Data excerpts

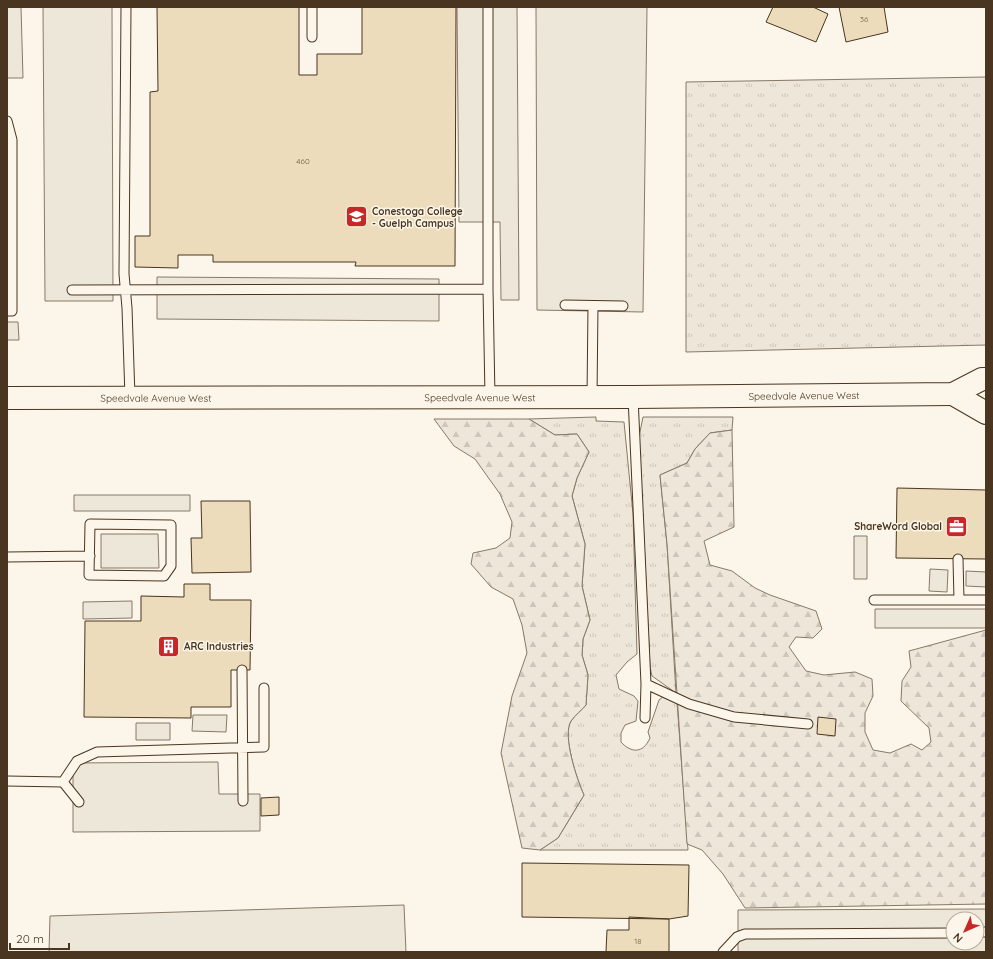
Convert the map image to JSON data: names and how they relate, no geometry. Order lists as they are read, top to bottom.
{
  "streets": {
    "main road": ["Speedvale Avenue West"]
  },
  "places": {
    "school or university": ["Conestoga College - Guelph Campus"],
    "office": ["ShareWord Global"],
    "building": ["ARC Industries"]
  },
  "house_numbers": ["36", "460", "18"],
  "scale_bar": "20 m",
  "north": "bottom left"
}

■ Exercise details ■
Restate the data word for word and exclude every picture.

■ Exercise output ■
Convert the map image to JSON data: names and how they relate, no geometry. Order lists as they are read, top to bottom.
{
  "streets": {
    "main road": ["Speedvale Avenue West"]
  },
  "places": {
    "school or university": ["Conestoga College - Guelph Campus"],
    "office": ["ShareWord Global"],
    "building": ["ARC Industries"]
  },
  "house_numbers": ["36", "460", "18"],
  "scale_bar": "20 m",
  "north": "bottom left"
}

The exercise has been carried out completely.